## AIM OF THE EXERCISE
Check the listing below for lines that hold "linecap". How many are there? Please give only the number.

## GIVEN INFORMATION
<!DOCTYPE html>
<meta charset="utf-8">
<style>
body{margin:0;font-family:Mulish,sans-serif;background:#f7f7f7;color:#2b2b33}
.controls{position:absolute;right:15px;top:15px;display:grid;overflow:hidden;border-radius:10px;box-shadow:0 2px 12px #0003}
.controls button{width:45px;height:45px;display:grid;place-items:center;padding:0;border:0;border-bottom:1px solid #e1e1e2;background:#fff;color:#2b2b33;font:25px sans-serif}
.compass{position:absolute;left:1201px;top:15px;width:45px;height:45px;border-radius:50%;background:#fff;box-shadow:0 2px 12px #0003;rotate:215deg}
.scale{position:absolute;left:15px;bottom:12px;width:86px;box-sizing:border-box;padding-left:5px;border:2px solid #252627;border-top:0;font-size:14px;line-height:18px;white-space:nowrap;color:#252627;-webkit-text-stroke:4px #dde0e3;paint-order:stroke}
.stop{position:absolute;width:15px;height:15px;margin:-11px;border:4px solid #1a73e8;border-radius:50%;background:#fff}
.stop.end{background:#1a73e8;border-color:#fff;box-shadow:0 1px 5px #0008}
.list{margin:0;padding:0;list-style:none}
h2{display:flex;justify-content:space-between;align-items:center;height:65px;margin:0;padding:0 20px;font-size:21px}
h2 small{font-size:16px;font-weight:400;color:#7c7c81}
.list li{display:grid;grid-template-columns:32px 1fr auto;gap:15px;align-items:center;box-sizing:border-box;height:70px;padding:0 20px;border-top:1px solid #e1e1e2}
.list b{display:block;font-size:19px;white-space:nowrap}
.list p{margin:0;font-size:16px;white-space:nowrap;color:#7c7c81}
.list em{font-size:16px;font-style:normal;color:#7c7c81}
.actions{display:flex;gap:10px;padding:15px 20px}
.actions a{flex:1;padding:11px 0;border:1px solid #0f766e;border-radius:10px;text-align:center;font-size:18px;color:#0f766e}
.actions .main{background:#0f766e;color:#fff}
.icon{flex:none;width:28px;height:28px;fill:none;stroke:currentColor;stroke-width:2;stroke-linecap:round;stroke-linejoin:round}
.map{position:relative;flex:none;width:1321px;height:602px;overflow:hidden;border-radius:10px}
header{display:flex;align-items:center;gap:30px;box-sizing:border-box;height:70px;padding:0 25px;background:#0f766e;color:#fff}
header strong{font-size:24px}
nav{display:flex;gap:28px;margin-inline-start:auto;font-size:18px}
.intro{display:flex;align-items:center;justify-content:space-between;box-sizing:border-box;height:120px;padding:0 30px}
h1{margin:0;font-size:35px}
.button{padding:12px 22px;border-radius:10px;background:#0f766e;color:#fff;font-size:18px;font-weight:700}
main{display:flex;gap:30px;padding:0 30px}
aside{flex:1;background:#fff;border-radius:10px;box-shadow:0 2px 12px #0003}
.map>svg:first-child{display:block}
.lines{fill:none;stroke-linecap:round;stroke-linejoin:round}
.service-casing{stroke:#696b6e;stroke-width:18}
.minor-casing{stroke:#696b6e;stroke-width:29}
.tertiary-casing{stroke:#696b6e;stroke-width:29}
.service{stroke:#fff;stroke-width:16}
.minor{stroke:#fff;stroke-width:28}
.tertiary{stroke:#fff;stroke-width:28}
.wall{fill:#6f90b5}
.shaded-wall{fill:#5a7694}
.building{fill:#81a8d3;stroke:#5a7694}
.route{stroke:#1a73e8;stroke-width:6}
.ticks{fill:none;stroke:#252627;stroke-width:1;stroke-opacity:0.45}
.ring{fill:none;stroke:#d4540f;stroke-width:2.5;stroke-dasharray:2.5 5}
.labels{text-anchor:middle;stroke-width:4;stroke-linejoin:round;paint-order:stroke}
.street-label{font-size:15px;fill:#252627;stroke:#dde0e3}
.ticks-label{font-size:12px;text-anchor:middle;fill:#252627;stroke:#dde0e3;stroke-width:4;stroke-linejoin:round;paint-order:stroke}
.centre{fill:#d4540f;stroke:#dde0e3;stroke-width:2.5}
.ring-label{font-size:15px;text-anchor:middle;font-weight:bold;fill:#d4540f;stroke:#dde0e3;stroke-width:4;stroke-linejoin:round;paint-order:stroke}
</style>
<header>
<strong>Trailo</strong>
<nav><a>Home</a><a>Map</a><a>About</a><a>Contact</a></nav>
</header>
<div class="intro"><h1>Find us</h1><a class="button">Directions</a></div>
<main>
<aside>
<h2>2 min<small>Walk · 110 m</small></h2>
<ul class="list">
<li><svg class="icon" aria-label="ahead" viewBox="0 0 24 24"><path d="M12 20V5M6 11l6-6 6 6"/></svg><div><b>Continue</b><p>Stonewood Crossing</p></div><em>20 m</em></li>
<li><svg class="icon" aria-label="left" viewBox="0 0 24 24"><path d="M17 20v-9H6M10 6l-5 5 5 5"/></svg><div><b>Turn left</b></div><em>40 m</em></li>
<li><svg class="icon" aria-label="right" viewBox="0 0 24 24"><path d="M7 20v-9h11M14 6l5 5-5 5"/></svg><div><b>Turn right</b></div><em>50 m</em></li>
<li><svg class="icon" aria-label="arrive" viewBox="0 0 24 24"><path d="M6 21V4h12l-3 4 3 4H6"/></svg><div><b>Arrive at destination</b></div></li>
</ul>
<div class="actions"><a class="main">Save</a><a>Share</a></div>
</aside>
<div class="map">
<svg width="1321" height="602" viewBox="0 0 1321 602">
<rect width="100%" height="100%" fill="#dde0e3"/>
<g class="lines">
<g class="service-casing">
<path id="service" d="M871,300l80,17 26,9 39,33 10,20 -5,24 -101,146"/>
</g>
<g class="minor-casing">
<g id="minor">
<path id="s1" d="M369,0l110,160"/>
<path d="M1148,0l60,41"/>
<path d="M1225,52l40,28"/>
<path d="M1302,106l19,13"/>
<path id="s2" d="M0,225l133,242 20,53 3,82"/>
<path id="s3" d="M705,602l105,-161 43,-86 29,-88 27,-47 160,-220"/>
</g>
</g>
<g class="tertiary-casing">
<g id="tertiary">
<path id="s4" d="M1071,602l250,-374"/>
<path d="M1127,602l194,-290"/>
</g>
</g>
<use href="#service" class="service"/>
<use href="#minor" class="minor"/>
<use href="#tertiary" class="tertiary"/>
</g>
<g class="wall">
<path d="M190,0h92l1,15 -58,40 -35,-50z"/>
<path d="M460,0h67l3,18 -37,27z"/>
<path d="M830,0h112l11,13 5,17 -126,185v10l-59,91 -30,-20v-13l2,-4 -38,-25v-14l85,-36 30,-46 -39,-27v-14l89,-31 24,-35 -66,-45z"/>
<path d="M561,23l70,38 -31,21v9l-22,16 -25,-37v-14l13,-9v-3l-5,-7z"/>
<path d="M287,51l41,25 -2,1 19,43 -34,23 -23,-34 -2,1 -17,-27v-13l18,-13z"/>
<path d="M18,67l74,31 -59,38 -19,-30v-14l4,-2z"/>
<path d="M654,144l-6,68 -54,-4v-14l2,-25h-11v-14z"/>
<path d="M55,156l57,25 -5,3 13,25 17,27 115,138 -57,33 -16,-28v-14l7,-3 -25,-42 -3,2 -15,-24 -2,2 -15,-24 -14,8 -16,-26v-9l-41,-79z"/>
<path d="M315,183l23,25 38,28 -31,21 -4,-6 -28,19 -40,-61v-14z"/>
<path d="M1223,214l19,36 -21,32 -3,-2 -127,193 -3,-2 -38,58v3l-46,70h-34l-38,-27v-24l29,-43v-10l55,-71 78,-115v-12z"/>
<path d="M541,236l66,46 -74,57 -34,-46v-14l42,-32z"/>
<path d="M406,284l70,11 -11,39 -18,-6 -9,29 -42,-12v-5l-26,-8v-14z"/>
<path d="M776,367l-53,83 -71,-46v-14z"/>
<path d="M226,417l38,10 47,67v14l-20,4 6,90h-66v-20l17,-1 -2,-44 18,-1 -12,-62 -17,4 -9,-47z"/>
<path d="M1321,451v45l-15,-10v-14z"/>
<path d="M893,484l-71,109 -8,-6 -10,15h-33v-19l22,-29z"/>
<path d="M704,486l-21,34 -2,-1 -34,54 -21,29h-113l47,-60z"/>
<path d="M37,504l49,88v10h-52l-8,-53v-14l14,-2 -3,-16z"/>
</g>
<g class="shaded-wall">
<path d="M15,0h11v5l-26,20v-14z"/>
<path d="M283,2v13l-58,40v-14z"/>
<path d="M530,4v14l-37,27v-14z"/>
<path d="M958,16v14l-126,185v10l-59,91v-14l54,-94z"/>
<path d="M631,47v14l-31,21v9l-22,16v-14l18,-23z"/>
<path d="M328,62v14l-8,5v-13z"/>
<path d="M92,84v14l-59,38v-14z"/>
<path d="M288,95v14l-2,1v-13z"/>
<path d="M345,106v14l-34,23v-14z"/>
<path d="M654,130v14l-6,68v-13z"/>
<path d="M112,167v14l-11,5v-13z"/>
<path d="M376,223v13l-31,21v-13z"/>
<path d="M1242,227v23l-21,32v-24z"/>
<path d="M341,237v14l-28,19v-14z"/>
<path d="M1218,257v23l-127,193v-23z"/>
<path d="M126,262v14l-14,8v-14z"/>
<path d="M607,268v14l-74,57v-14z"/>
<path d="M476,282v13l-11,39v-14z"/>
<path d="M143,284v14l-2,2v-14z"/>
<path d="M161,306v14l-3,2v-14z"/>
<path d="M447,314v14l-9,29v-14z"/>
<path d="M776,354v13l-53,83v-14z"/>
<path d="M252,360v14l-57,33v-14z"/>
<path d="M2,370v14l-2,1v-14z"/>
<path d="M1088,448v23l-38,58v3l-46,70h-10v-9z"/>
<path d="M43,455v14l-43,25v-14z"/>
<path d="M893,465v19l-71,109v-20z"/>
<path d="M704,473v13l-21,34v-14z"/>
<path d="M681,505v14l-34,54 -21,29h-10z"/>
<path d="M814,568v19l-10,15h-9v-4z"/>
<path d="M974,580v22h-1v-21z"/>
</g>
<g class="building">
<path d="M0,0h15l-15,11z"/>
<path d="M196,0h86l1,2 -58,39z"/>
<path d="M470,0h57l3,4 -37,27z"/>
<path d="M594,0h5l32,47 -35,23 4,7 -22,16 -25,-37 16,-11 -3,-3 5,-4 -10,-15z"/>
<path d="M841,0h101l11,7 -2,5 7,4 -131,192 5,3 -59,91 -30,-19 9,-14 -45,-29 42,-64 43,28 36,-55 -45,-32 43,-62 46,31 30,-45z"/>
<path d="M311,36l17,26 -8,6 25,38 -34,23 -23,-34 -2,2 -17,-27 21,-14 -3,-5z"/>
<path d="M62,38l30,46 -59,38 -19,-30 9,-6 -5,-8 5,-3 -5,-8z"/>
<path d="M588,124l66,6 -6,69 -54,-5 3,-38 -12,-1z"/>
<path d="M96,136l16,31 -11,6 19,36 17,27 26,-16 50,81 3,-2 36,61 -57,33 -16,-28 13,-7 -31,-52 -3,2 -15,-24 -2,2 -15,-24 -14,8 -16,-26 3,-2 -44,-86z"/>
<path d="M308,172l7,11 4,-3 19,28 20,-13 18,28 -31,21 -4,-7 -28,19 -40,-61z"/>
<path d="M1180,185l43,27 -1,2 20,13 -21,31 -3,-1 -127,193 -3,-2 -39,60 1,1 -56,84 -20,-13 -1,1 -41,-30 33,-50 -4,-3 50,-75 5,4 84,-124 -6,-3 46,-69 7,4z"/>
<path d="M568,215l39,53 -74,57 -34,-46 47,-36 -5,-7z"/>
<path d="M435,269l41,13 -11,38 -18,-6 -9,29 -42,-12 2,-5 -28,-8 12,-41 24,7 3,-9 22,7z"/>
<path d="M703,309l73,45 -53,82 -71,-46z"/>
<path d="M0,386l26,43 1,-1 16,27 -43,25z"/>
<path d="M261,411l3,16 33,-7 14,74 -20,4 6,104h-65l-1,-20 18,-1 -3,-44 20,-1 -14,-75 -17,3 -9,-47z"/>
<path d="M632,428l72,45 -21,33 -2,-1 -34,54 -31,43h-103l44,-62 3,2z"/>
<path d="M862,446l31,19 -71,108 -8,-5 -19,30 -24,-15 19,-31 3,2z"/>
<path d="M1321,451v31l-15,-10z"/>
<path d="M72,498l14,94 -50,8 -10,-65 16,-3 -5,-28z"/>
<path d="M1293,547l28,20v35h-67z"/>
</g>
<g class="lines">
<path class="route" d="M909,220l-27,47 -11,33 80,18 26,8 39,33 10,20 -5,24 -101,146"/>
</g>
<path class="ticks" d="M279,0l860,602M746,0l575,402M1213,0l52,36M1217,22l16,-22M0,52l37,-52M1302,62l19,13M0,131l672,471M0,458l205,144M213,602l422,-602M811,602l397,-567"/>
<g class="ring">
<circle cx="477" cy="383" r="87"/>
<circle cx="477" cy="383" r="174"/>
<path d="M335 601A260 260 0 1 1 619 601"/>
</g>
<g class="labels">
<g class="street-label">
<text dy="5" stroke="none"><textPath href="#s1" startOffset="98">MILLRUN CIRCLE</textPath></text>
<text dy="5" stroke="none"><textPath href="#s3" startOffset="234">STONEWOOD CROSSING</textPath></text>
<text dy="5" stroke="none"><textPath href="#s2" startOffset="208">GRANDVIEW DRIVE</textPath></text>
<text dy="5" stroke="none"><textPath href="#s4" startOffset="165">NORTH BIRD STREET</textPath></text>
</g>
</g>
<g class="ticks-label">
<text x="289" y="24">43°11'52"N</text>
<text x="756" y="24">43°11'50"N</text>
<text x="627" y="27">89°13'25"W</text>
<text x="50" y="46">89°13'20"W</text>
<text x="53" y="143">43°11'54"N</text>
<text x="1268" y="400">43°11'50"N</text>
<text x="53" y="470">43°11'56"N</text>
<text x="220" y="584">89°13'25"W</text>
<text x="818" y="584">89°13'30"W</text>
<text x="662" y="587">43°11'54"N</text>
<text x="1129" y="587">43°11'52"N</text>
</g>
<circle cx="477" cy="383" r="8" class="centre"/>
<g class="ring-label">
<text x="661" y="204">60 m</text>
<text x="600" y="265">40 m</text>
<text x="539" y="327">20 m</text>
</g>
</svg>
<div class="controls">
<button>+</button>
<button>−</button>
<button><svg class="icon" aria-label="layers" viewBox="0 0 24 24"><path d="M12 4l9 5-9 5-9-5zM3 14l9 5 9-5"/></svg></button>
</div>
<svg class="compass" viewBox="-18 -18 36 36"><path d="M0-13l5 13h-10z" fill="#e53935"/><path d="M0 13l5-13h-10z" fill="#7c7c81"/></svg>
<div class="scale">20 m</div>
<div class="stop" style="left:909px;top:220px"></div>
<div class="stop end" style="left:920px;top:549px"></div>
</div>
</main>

## EXPECTED OUTPUT
2